I might be in the market for a new dinghy and I like the Fatty Knees style, but, hey, I'm not ashamed to admit it, I'm not thrilled with that Fatty Knees price. It seems nearly impossible to find one of these dinghies used, so is there another manufacturer of similar kinds of dinghies that don't carry quite as much premium, or source for boat plans to lay up a similar style ? Features I like about the Fatty Knees is the possibility of sailing it, the general size and shape, strength, I even like the general layout, and I also like the transom so you can mount a small motor on it. I am confident I could lay one up myself if I had something to go by ...


----------



## bubb2 (Nov 9, 2002)

Try
Portland Pudgy multifunction dinghy -- the fun boat that could save your life!
I do not know the price!


----------



## AjariBonten (Sep 7, 2007)

a little pricey though ...........

2008 PORTLAND PUDGY sailboat for sale in Maine


----------



## JohnRPollard (Mar 26, 2007)

I would compare the Fatty to the Dyers. There's no accounting for aesthetic preferences, but...

I have been in a Fatty Knees dinghy, and it lacks the form stability of our Dyer Midget. This is likely due to the rounded hull, compared to the Dyer which is slab sided and flat-bottomed (with a slight V-shape). Also, unlike the Fatty Knees (which is a chopper gun dinghy), the Dyer is hand laid glass.

The Dyers have been in production for decades and there is usually a good supply on the used market, often at reasonable prices especially if you find one that needs a little refurb.

If you really want to build your own, check out the Eastport Pram sailing dinghy kit by Chesapeake Light Craft.

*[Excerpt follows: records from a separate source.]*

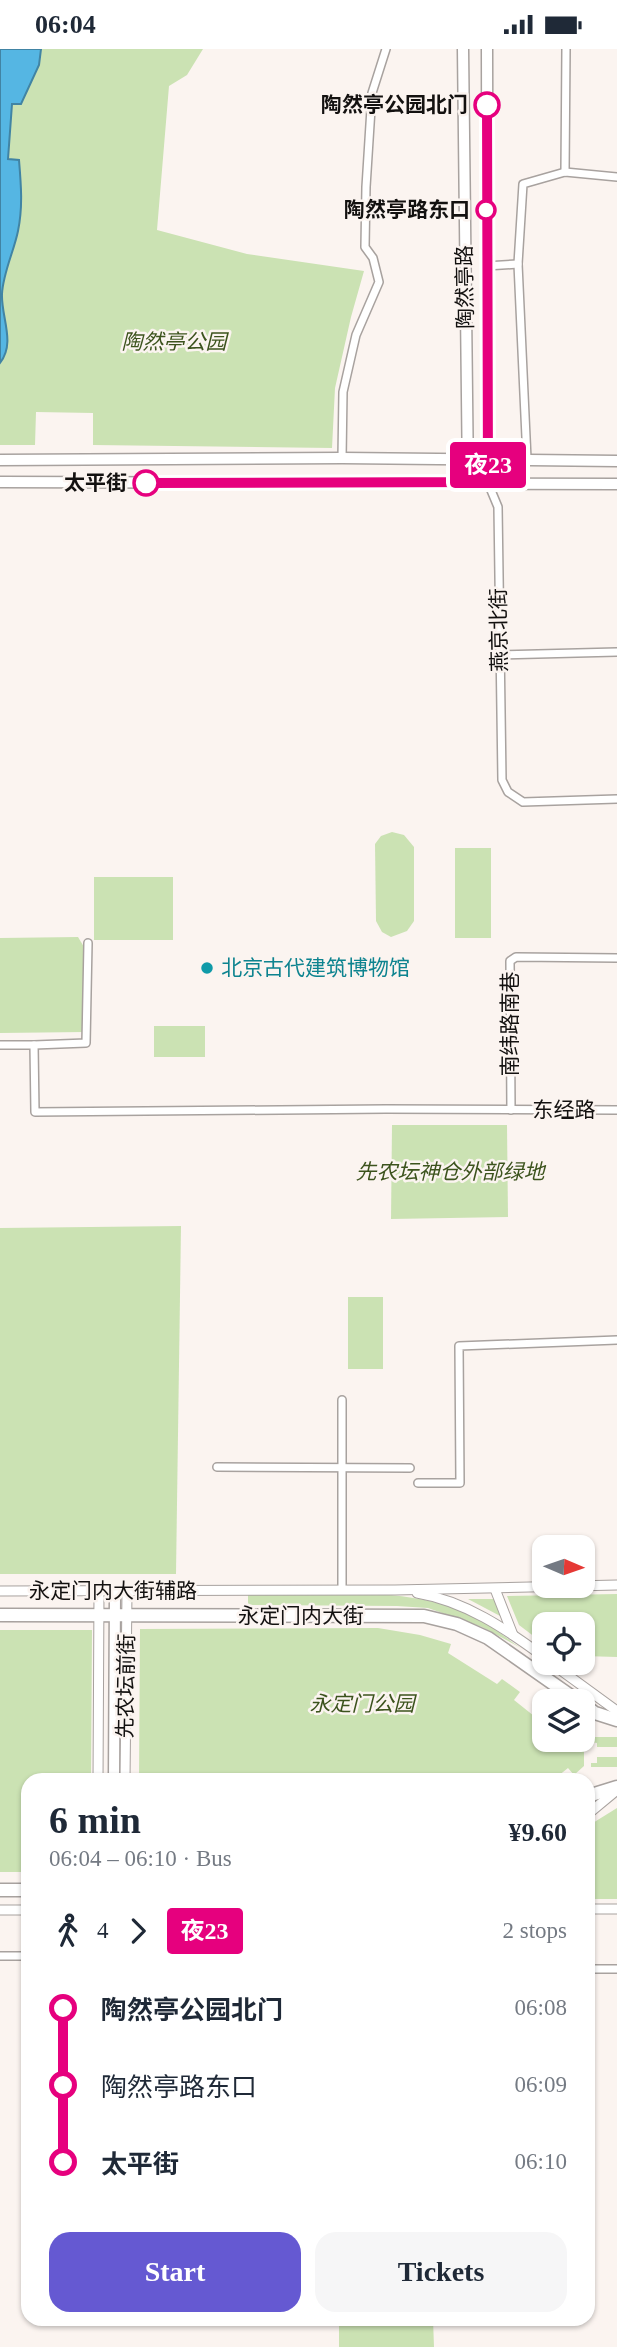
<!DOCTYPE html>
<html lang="en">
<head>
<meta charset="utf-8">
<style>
  :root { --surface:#fff; --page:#f6f6f7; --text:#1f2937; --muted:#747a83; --accent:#6559d2 }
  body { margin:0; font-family:"Times New Roman","Noto Sans SC",serif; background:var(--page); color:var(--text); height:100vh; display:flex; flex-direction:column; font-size:26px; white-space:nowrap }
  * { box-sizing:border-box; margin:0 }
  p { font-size:23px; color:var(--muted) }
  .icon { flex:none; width:38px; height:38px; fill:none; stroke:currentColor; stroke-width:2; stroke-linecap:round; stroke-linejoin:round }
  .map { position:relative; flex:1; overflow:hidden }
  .details { position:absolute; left:21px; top:1724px; width:574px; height:553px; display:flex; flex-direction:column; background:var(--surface); border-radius:21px; box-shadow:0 2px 5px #0004 }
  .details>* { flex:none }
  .badge { padding:0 14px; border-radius:5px; font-size:24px; line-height:46px }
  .needle { width:46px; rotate:92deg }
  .tools { position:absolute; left:532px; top:1486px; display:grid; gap:14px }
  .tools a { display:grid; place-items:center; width:63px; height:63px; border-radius:14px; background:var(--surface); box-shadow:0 2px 5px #0004; font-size:35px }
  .map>.badge { position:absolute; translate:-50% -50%; box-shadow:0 0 0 4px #fff }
  .legs { display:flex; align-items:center; gap:10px; height:77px; padding:0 28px; font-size:23px }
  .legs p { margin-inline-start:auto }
  .overview { display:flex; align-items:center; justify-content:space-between; height:119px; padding:0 28px }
  h1 { font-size:38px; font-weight:800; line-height:52px }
  .cta { display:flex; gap:14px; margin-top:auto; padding:14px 28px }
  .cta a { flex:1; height:80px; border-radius:21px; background:var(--accent); color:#fff; font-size:28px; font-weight:800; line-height:80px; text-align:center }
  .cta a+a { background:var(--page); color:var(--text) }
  ul { padding:0 28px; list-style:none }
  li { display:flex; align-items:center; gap:24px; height:77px; font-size:26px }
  li i { display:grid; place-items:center; width:10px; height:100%; margin:0 9px; background:currentColor }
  li i::after { content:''; width:18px; height:18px; margin:-9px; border:5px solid; border-radius:50%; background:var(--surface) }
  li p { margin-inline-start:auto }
  li:first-child i { background:linear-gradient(#0000 50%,currentColor 0) }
  li:last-child i { background:linear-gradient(currentColor 50%,#0000 0) }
  .status { display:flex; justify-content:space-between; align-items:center; height:49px; padding:0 35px; background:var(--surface); direction:ltr }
  .status svg { height:19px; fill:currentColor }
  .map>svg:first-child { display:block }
  .green { fill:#cbe2b3 }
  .water { fill:#55b6e3; stroke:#4184a4; stroke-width:2 }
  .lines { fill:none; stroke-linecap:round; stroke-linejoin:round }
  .minor-casing { stroke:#a8a29f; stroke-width:10 }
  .tertiary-casing { stroke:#a8a29f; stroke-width:11 }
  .secondary-casing { stroke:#a8a29f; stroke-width:13 }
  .primary-casing { stroke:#a8a29f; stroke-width:15 }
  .minor { stroke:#fff; stroke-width:7 }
  .tertiary { stroke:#fff; stroke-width:9 }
  .secondary { stroke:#fff; stroke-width:10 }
  .primary { stroke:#fff; stroke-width:12 }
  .line-1-casing { stroke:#fff; stroke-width:16 }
  .line-1 { stroke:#e6007e; stroke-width:10 }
  .stop-1-dot { fill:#fff; stroke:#e6007e; stroke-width:3.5 }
  .culture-dot { fill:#0f9aa8; stroke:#fbf4f0; stroke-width:2.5 }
  .labels { text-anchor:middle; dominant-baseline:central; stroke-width:5; stroke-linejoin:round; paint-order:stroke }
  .stop-label { font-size:21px; font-weight:bold; fill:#131110; stroke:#fbf4f0; text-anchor:end }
  .street-label { font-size:21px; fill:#131110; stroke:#fbf4f0 }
  .park-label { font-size:21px; font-style:italic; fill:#3c531d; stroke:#fbf4f0 }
  .culture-label { font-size:21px; fill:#0d838f; stroke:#fbf4f0; text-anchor:start }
</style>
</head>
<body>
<div class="status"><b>06:04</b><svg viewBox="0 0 49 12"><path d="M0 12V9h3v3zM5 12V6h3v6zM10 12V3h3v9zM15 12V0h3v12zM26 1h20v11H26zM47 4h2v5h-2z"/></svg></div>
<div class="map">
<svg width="617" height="2298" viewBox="0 0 617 2298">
  <rect width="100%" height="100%" fill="#fbf4f0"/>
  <!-- green -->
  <g class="green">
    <path d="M 0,0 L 203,0 L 187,26 L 169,37 L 157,181 L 247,205 L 364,222 L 351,268 L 335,339 L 332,399 L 93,396 L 93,364 L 36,363 L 35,396 L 0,396 Z"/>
    <path d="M 392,783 L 404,786 L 414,798 L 414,872 L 407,882 L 391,888 L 382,883 L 376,872 L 375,795 L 381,787 Z"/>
    <rect x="455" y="799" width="36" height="90"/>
    <rect x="94" y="828" width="79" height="63"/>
    <path d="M 78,888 L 84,898 L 85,983 L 0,984 L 0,889 Z"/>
    <rect x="154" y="977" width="51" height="31"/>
    <path d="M 392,1076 L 507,1076 L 508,1168 L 391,1170 Z"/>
    <path d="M 181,1177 L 176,1525 L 0,1525 L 0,1179 Z"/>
    <rect x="348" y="1248" width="35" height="72"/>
    <path d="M 248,1545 C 319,1545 419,1535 481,1571 C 495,1579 507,1590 521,1599 L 482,1578 L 428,1559 L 397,1557 L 248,1556 Z"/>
    <path d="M 617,1545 L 617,1608 L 583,1607 L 583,1575 L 544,1575 L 544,1595 L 519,1576 L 507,1547 Z"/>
    <path d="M 468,1550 L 494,1550 L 502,1568 Z"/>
    <path d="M 378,1579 L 420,1586 L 451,1595 L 448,1604 L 497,1635 L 502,1630 L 520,1643 L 514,1651 L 544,1675 L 544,1690 L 584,1692 L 584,1717 L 574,1726 L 568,1719 L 553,1731 L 139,1731 L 140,1580 Z"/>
    <path d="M 0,1581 L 92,1581 L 91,1731 L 28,1731 L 28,1823 L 0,1823 Z"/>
    <path d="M 591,1688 L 617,1688 L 617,1698 L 597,1698 L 597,1694 L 591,1693 Z"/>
    <path d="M 597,1708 L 617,1708 L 617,1718 L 591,1718 L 591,1714 L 597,1714 Z"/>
    <path d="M 617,1759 L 617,1850 L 588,1850 L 588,1777 Z"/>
    <path d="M 339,2270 L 433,2270 L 434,2298 L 339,2298 Z"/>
  </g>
  <!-- water -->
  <path class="water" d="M 0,0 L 41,0 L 39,16 L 21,55 L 12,55 L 8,110 L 19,111 C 21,135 23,158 18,182 C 14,202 3,224 2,245 C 1,268 16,294 0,314 Z"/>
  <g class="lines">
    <!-- minor casing -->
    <g class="minor-casing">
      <g id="minor">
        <path d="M 565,123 L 566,0"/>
        <path d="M 486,217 L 518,215"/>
        <path d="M 342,409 L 343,343 L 356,286 L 379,233 L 373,209 L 365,198 L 366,138 L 372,44 L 386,0"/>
        <path d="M 527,410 L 518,215 L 523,135 L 565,123 L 617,128"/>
        <path d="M 488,434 L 498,458 L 502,731 L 508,743 L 523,753 L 617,750"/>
        <path d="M 499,606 L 617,603"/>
        <path d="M 0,996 L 34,996 L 35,1063 L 386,1060 L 617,1061"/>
        <path d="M 34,996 L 86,994 L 88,894"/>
        <path d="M 511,1061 L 510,912 L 516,908 L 617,909"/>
        <path d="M 342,1351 L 342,1540"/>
        <path d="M 217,1418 L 410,1419"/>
        <path d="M 418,1434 L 460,1434 L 459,1297 L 617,1291"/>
        <path d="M 0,1907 L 28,1907"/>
        <path d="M 588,1920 L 617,1920"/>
      </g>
    </g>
    <!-- tertiary casing -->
    <g class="tertiary-casing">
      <g id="tertiary">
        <path d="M 495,1540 L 513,1586"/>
        <path d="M 0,1542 L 395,1541 L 617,1536"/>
        <path d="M 417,1544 C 465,1552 506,1580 544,1608"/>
        <path d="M 551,1614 L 617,1662"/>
        <path d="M 98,1731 L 99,1543"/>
        <path d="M 125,1731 L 127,1542"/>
        <path d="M 588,1765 L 617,1741"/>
        <path d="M 588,1860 L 617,1860"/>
        <path d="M 0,1861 L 28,1861"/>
      </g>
    </g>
    <!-- secondary casing -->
    <g class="secondary-casing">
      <g id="secondary">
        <path d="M 463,0 L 468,433"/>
        <path d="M 487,0 L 488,433"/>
        <path d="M 0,411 L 342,409 L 617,412"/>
        <path d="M 0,433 L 617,435"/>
        <path d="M 114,1731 L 115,1543"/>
      </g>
    </g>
    <!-- primary casing -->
    <g class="primary-casing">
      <g id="primary">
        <path d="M 0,1566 L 424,1567 L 457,1575 L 488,1589 L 578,1652"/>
        <path d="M 583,1655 L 595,1664 L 617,1671"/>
        <path d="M 588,1747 L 617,1738"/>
        <path d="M 0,1841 L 28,1841"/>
      </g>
    </g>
    <!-- minor -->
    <use href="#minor" class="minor"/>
    <!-- tertiary -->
    <use href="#tertiary" class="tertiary"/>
    <!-- secondary -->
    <use href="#secondary" class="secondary"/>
    <!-- primary -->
    <use href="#primary" class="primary"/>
  </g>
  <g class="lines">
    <!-- line-1 casing -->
    <g class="line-1-casing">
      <path id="line-1" d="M 146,434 L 488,433 L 487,56"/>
    </g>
    <!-- line-1 -->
    <use href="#line-1" class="line-1"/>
  </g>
  <!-- markers -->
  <g class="stop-1-dot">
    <circle cx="487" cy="56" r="12"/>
    <circle cx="486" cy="161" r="9"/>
    <circle cx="146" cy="434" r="12"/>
  </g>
  <circle class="culture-dot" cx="207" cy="919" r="7"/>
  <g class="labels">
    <!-- stop labels -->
    <g class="stop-label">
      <text x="468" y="56">陶然亭公园北门</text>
      <text x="470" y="161">陶然亭路东口</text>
      <text x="127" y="434">太平街</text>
    </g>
    <!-- street labels -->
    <g class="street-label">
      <text transform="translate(465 238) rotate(-91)">陶然亭路</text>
      <text transform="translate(499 581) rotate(-91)">燕京北街</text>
      <text transform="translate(510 975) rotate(-90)">南纬路南巷</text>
      <text x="564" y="1061">东经路</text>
      <text x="113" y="1542">永定门内大街辅路</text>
      <text x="301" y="1567">永定门内大街</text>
      <text transform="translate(126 1637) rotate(-89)">先农坛前街</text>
    </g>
    <!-- park labels -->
    <g class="park-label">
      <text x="174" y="293">陶然亭公园</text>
      <text x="450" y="1123">先农坛神仓外部绿地</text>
      <text x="362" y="1655">永定门公园</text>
    </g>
    <!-- culture labels -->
    <g class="culture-label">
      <text x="221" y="919">北京古代建筑博物馆</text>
    </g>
  </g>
</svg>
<div class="tools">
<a><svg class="needle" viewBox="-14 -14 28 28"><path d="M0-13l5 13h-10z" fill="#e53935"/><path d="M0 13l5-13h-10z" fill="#747a83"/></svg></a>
<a><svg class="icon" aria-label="locate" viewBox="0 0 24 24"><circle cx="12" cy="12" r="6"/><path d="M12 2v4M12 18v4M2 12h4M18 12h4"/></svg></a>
<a><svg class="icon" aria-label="layers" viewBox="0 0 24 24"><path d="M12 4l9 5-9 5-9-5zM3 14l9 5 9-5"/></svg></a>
</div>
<b class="badge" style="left:488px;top:416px;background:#e6007e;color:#fff">夜23</b>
<section class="details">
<div class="overview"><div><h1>6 min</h1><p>06:04 – 06:10 · Bus</p></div><b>¥9.60</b></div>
<div class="legs"><svg class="icon" aria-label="walk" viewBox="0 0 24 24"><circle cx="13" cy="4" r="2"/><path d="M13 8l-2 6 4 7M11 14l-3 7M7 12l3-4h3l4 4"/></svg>4<svg class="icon" aria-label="forward" viewBox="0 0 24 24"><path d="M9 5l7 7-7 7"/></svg><b class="badge" style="background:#e6007e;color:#fff">夜23</b><p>2 stops</p></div>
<ul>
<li><i style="color:#e6007e"></i><b>陶然亭公园北门</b><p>06:08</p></li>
<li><i style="color:#e6007e"></i><span>陶然亭路东口</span><p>06:09</p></li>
<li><i style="color:#e6007e"></i><b>太平街</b><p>06:10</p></li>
</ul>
<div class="cta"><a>Start</a><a>Tickets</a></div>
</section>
</div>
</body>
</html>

EDIT: I'm going to append my comment above about the chopper gun construction. The Fatty Knees website makes this statement:



> We chose a hand-laid lapstrake hull, not just for aesthetics, but because it offers considerable strength and stiffness and is relatively lightweight.


That is different from my recollection, so either I am mistaken or they changed their construction method. I think it would be tricky to hand-lay the lapstrakes in fiberglass, but maybe they have a method.


----------